2nd police official quits in phone-hacking scandal

? Scotland Yard’s assistant commissioner resigned Monday, a day after his boss also quit, and fresh investigations of possible police wrongdoing were launched in the phone hacking scandal that has spread from Rupert Murdoch’s media empire to the British prime minister’s office.

Prime Minister David Cameron called an emergency session of Parliament on the scandal and cut short his visit to Africa to try to contain the widening crisis. Lawmakers today are to question Murdoch, his son James and Rebekah Brooks, the former chief executive of Murdoch’s U.K. newspaper arm.

In a further twist, a former News of the World reporter Sean Hoare, who helped blow the whistle on the scandal, was found dead Monday in his home, but it was not believed to be suspicious.

Murdoch shut down the News of the World tabloid after it was accused of hacking into the voice mail of celebrities, politicians, other journalists and even murder victims.

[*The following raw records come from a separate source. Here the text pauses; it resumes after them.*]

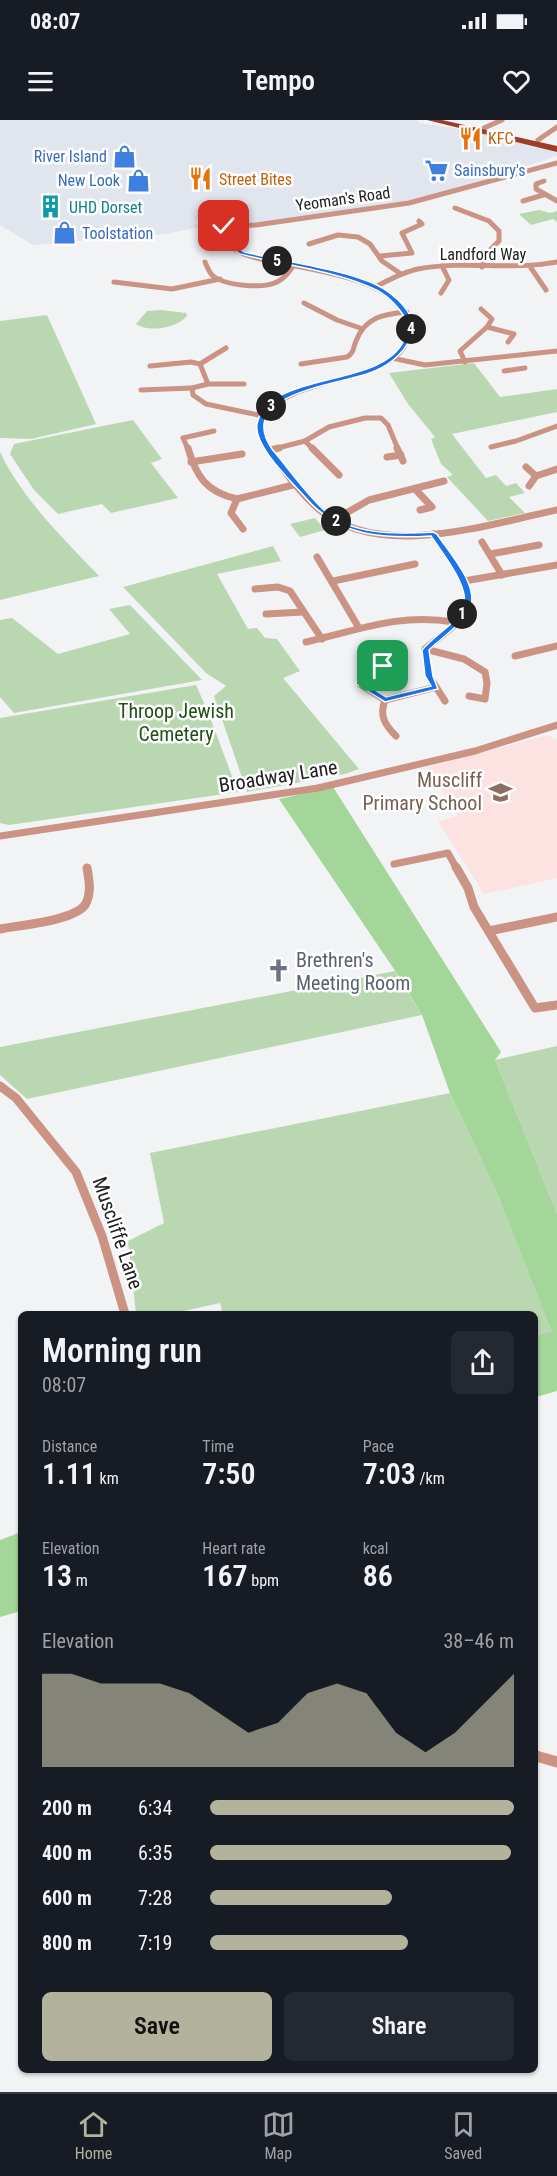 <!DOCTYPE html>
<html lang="en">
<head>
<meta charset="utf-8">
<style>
  :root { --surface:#171b24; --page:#242831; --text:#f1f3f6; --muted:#9ea1a6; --line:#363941; --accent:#b3b29c }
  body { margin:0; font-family:"Roboto Condensed",sans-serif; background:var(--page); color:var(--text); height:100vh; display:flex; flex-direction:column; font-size:22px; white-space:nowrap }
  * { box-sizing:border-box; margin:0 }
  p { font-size:20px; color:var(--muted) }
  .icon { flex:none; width:33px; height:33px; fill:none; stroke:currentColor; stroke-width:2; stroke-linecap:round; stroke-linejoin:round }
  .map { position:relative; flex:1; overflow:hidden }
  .panel { position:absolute; left:18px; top:1191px; width:520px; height:762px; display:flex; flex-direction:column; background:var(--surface); border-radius:9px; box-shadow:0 2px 4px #0004 }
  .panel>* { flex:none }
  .pin { position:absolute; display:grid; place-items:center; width:51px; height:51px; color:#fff; margin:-26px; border-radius:12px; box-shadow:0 3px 9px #0006 }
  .km { position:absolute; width:30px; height:30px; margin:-15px; border-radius:50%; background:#222; color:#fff; font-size:16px; line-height:30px; text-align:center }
  .round { display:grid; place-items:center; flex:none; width:63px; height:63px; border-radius:9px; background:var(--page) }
  .headline { display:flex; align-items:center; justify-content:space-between; height:102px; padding:0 24px }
  h1 { font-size:33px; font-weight:600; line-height:45px }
  .metrics { display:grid; grid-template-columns:repeat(3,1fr); gap:9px; height:102px; padding:6px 24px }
  .metrics div { display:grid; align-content:center }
  .metrics b { font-size:30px; font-weight:600 }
  .metrics small { font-size:16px; font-weight:400 }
  .metrics p { font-size:16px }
  .chart { height:168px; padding:12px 24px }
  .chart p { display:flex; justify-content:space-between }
  .chart svg { width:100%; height:108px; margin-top:6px; fill:var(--accent); opacity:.7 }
  .primary-button { display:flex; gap:12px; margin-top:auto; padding:12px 24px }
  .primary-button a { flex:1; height:69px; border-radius:9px; background:var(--accent); color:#111; font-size:24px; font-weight:600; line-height:69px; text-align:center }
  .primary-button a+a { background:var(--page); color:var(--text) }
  ul { padding:0 24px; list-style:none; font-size:20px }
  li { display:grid; grid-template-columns:96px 72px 1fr; align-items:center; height:45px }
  li i { height:15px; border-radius:8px; background:var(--accent) }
  .status { display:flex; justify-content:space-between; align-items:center; height:42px; padding:0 30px; background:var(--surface); direction:ltr }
  .status svg { height:16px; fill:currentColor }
  header { display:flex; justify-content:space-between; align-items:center; height:78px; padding:0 24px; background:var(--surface); font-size:27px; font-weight:600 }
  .menu { display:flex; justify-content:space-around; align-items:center; height:84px; border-top:2px solid var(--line); background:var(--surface); font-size:16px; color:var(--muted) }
  .menu a { display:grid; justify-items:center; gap:3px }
  .menu .on { color:var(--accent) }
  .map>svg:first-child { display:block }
</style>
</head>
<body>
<div class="status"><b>08:07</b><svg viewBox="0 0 49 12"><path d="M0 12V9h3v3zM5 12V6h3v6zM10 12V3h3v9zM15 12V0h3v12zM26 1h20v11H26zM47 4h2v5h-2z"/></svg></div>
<header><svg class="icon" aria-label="menu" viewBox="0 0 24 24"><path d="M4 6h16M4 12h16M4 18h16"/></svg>Tempo<svg class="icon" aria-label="heart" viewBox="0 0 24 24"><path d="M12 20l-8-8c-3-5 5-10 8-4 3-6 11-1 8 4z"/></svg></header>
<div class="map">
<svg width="557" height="1972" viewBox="0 0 557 1972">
  <rect width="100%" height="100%" fill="#f2f3f5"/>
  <polygon fill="#e1e6ee" points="0,0 416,0 420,3 455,8 546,28 557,33 557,36 432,77 256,105 217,106 193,101 201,107 165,114 33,125 0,105"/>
  <polygon fill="#fde2e2" points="548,615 557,620 557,758 484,774 438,701 458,696 427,647"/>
  <g fill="#b9d8b2">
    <polygon points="539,90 550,93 557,91 557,102 553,99 531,105 519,94"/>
    <path d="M161,190L186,193L187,196C177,208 148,213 136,204L147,191Z"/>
    <polygon points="47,195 96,304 31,319 0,318 0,201"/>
    <polygon points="474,243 500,277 557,269 557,292 452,314 486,358 496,355 506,366 516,363 525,373 509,377 525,393 488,401 447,357 453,355 441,344 431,319 435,317 408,284 389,253"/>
    <polygon points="133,300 162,339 151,343 178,378 111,393 102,384 58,394 34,370 10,334 14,324"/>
    <path d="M0,332C23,380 63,418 99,456L0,480Z"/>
    <polygon points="315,398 325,410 300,417 290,404"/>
    <polygon points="273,426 281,441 217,454 248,509 257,508 265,518 277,519 300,551 283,558 359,649 345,654 247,672 214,576 226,566 206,553 123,467"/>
    <polygon points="130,485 202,560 14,593 0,577 0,500 12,498 58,534 130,514 109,489"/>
    <polygon points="196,565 208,592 238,672 9,705 0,703 0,598"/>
    <polygon points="395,851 422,895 27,979 0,955 0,927"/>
    <polygon points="557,926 557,1094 495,940"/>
    <polygon points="450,973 497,1073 553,1211 536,1216 536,1194 223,1194 220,1183 170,1194 136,1194 128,1121 164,1103 150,1033"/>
  </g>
  <g fill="#a4d599">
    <polygon points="333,667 501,932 495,940 557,1094 557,1271 536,1277 536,1216 552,1211 497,1073 450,973 422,895 400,858 279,679"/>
    <polygon points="21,1412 21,1491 0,1497 0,1420"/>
  </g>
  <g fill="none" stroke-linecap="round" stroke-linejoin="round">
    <g stroke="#ca9384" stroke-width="5">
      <polyline points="484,8 502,0"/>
      <polyline points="538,20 557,7"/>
      <polyline points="544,61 536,64 536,69 557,81"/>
      <polyline points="523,81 543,75"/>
      <polyline points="455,88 489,101 499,111 499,121 486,134 482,147"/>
      <polygon points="217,106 233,107 237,113 230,118 215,117 209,111"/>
      <polyline points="229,106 256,105 409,83 557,43"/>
      <path d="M219,118C228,124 236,131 246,135C285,149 399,152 408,203C419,265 292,251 265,296C258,308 261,319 269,329"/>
      <polyline points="309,124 338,115 358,117 370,124 382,141 401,154"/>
      <polyline points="380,136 412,133 402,113 422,104 419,101"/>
      <path d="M205,142C207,146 209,152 212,155C224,166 263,169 277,162C285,158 289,152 294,145"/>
      <polyline points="531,148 546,170"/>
      <polyline points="114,162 172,169 220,159"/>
      <path d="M375,167C389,160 403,152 418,149C464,140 511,151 557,142"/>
      <polyline points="441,173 449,160 442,146"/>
      <polyline points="304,183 337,200 360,208"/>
      <polyline points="487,207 514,214 508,222"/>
      <polyline points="226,228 200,244 208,264 192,268 193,275 206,284 263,296"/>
      <polyline points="392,238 425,245 557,231"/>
      <polyline points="465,242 460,231 487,207 492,199 481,189"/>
      <path d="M301,244L347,237C354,233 353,228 356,221C365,197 384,194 407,192"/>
      <polyline points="150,246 191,242 200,244"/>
      <polyline points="504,251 525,248"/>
      <polyline points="208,264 244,264"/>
      <polyline points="141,270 192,268"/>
      <polyline points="305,321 313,329"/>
      <polyline points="491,327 516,321 557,306"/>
      <polyline points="188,329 183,318 214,311"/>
      <polyline points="274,329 305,321 329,307 365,298 381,298 388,305 398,329"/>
    </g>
    <g stroke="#ca9384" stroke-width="7">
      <path d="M188,328C196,356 206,372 237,379"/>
      <path d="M268,328C283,349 300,374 321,391C383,440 488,404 557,390"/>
      <polyline points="312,328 339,355"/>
      <polyline points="397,328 403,341"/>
      <polyline points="270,330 279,328"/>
      <polyline points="387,337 401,335"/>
      <polyline points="191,342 242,334"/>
      <polyline points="526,347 536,356"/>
      <polyline points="529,366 536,356 557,349"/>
      <polyline points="415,369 432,387 420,390"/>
      <polyline points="334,400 369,380 444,361"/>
      <polyline points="243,409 231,393 237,379 297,364"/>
      <path d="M433,414C445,432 475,467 466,490C460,505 437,518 425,529L429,556L445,581"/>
      <polyline points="482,422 502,455"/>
      <polyline points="490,434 539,425"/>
      <polyline points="317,437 359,508"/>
      <polyline points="333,461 415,444"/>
      <polyline points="464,461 557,445"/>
      <polyline points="255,469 278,467 290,471 322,519"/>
      <polyline points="266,494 303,492"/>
      <path d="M306,522C360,510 397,493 454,502"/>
      <polyline points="425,529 464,539 485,552 487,563 485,579 469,576"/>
      <path d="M376,535L383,546L382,551L360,560V564L385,580C379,596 385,605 396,616"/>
      <polyline points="515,536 557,526"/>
      <polyline points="385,580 436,567"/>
      <polyline points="0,716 318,668 475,631 557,605"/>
      <polyline points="394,744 448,733 457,749"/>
    </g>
    <g stroke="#ca9384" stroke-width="9">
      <polyline points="456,747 468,768 474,787 535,888 557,885"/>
      <path d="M0,809C20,805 73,801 85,785C92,773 89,760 87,748"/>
      <polyline points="489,811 557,797"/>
      <polyline points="0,966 16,978 76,1052 102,1116 125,1194"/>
    </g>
    <polyline stroke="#ca9384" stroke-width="11" points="536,1636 557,1642"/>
    <polygon fill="#9c3d25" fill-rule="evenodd" points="427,0 442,0 557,26 557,32"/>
  </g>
  <path fill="#1a73e8" stroke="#fff" stroke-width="1.5" d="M222,105L239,110L235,125L244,132C283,141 342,149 377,165C393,173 418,194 412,213C408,230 391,244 375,251C345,265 233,271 272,329C289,349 304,371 323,389C351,416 397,414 433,412L437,414C449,433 480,465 470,490C465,502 439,520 429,530L433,556L438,569L385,582L356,564L358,558L379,549L383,544L387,546L385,552L364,561V563L386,577L431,566L425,556L422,530C433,517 454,504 462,491C474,471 442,433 431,416C384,419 339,417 306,378C292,362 253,326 257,304C268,248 389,271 406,215C408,208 409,204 405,198C397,185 386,174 372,168C331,150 283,145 240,134L229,126L230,116L234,112L222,107Z"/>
  <defs>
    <symbol id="restaurant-bare" viewBox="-9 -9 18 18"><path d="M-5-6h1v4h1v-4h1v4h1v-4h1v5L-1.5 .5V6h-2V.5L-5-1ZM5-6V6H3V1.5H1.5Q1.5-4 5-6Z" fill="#e8710a" stroke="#fff" stroke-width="2.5" paint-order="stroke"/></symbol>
    <symbol id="shop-bare" viewBox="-9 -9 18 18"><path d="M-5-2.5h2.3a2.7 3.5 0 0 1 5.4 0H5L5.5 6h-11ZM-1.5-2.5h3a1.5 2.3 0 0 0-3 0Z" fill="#3f7fe0" stroke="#fff" stroke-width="2.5" paint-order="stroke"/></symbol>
    <symbol id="supermarket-bare" viewBox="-9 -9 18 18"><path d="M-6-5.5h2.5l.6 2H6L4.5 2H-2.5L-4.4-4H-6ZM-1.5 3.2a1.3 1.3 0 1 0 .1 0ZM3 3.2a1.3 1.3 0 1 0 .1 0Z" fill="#3f7fe0" stroke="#fff" stroke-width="2.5" paint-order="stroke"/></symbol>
    <symbol id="building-bare" viewBox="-9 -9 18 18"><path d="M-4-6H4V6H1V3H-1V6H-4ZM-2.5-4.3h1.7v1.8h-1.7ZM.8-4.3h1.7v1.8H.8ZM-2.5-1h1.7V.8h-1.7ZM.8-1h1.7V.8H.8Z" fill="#0f9aa8" stroke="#fff" stroke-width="2.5" paint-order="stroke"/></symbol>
    <symbol id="school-bare" viewBox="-9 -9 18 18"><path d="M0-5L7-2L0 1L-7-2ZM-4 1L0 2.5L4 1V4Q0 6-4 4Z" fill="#8d6e63" stroke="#fff" stroke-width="2.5" paint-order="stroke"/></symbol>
    <symbol id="church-bare" viewBox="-9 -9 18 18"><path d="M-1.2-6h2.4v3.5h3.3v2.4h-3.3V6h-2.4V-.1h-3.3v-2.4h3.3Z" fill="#6b7280" stroke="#fff" stroke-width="2.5" paint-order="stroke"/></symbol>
  </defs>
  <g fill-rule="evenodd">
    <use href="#restaurant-bare" x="454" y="2" width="33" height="33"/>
    <use href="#shop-bare" x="108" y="20" width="33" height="33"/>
    <use href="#supermarket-bare" x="420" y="34" width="33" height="33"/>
    <use href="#restaurant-bare" x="184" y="42" width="33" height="33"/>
    <use href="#shop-bare" x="122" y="44" width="33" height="33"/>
    <use href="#building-bare" x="34" y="70" width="33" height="33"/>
    <use href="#shop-bare" x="48" y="96" width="33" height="33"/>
    <use href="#school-bare" x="484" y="656" width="33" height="33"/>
    <use href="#church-bare" x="262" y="834" width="33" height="33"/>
  </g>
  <g text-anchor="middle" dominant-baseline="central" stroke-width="5" stroke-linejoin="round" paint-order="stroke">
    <g font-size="16" fill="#c56008" stroke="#fff" text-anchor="start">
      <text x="488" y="18">KFC</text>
      <text x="219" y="59">Street Bites</text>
    </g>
    <g font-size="16" fill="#366cbe" stroke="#fff" text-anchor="end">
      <text x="107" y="36">River Island</text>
      <text x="454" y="50" text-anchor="start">Sainsbury's</text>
      <text x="120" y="60">New Look</text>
      <text x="82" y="113" text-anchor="start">Toolstation</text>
    </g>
    <g font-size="16" fill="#202021" stroke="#fff">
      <text transform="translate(343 79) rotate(-8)">Yeoman's Road</text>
      <text x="483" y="134">Landford Way</text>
    </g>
    <g font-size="16" fill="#0d838f" stroke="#fff" text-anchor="start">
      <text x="69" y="87">UHD Dorset</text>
    </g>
    <g font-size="20" fill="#214f16" stroke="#fff">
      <text x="176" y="591">Throop Jewish<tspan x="176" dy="23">Cemetery</tspan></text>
    </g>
    <g font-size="20" fill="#202021" stroke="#fff">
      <text transform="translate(278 656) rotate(-9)">Broadway Lane</text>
      <text transform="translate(118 1113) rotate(71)">Muscliffe Lane</text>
    </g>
    <g font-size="20" fill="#785e54" stroke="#fff" text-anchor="end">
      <text x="482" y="660">Muscliff<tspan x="482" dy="23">Primary School</tspan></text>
    </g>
    <g font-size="20" fill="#5b616d" stroke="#fff" text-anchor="start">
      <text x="296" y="840">Brethren's<tspan x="296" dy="23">Meeting Room</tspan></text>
    </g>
  </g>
</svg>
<div class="pin" style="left:383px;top:546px;background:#1e9e55"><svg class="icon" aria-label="arrive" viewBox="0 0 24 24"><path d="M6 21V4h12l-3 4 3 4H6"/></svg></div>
<div class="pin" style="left:224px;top:106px;background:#d93025"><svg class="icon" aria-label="check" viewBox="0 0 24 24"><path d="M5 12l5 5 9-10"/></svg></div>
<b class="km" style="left:462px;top:494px">1</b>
<b class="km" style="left:336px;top:401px">2</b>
<b class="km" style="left:271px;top:286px">3</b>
<b class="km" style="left:411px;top:209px">4</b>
<b class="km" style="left:277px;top:141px">5</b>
<section class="panel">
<div class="headline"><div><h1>Morning run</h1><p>08:07</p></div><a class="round"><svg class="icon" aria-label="share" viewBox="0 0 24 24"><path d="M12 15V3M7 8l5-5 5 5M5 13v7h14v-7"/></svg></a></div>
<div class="metrics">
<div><p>Distance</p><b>1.11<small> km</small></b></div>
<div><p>Time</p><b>7:50</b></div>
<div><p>Pace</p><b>7:03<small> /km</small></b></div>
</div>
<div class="metrics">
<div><p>Elevation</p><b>13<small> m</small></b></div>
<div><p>Heart rate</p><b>167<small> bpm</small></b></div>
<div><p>kcal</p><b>86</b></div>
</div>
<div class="chart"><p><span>Elevation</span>38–46 m</p>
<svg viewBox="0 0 160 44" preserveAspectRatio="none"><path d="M0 44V6L10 6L20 10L30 10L40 10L50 14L60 22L70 30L80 26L90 14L100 10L110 14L120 30L130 38L140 30L150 18L160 6V44z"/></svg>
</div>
<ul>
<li><b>200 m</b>6:34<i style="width:100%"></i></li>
<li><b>400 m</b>6:35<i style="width:99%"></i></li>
<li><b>600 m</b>7:28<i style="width:60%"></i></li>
<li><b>800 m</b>7:19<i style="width:65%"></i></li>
</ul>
<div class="primary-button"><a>Save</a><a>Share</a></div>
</section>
</div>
<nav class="menu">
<a class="on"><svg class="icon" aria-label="home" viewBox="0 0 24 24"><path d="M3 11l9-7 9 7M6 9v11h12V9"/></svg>Home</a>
<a><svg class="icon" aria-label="map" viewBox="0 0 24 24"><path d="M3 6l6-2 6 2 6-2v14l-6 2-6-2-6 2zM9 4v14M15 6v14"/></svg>Map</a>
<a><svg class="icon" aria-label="saved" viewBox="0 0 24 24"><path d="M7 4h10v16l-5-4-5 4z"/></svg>Saved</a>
</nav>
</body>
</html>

The crisis has roiled the upper ranks of Britain’s police, with Monday’s resignation of Assistant Commissioner John Yates — Scotland Yard’s top anti-terrorist officer — following that on Sunday of police chief Paul Stephenson over their links to Neil Wallis, an arrested former executive from Murdoch’s shuttered News of the World tabloid whom police had employed as a media consultant.

The government quickly announced an inquiry into police-media relations and possible corruption.

Home Secretary Theresa May said people were naturally asking “who polices the police,” and announced an inquiry into “instances of undue influence, inappropriate contractual arrangements and other abuses of power in police relationships with the media and other parties.”

The Independent Police Complaints Commission also said it was looking into the claims, including one that Yates inappropriately helped get a job for Wallis’ daughter. Wallis, former executive editor of News of the World, was arrested on suspicion of conspiring to intercept communications.

Yates said he had done nothing wrong.

“I have acted with complete integrity,” he said. “My conscience is clear.”

In another development, police confirmed that a second former News of the World employee was employed by Scotland Yard. Alex Marunchak had been employed as a Ukrainian language interpreter with access to highly sensitive police information between 1980 and 2000, the Metropolitan Police said.

Scotland Yard said it recognized “that this may cause concern and that some professions may be incompatible with the role of an interpreter,” adding that the matter will be looked into.

The prime minister is under heavy pressure after the resignations of Stephenson and Yates, and Sunday’s arrest of Brooks — a friend and neighbor whom he has met at least six times since entering office 14 months ago — on suspicion of hacking into the cellphones of newsmakers and bribing police for information.

Cameron’s critics grew louder in London as he visited South Africa on a two-day visit to the continent already cut short by the crisis. He dropped stops in Rwanda and South Sudan as his government faces growing questions about its cozy relationship with Murdoch’s media empire during a scandal that has taken down top police and media figures with breathtaking speed.

Parliament was to break for the summer today after lawmakers grilled Murdoch, his son James and Brooks, in a highly anticipated public airing about the scandal. Cameron, however, said lawmakers should reconvene Wednesday “so I can make a further statement.”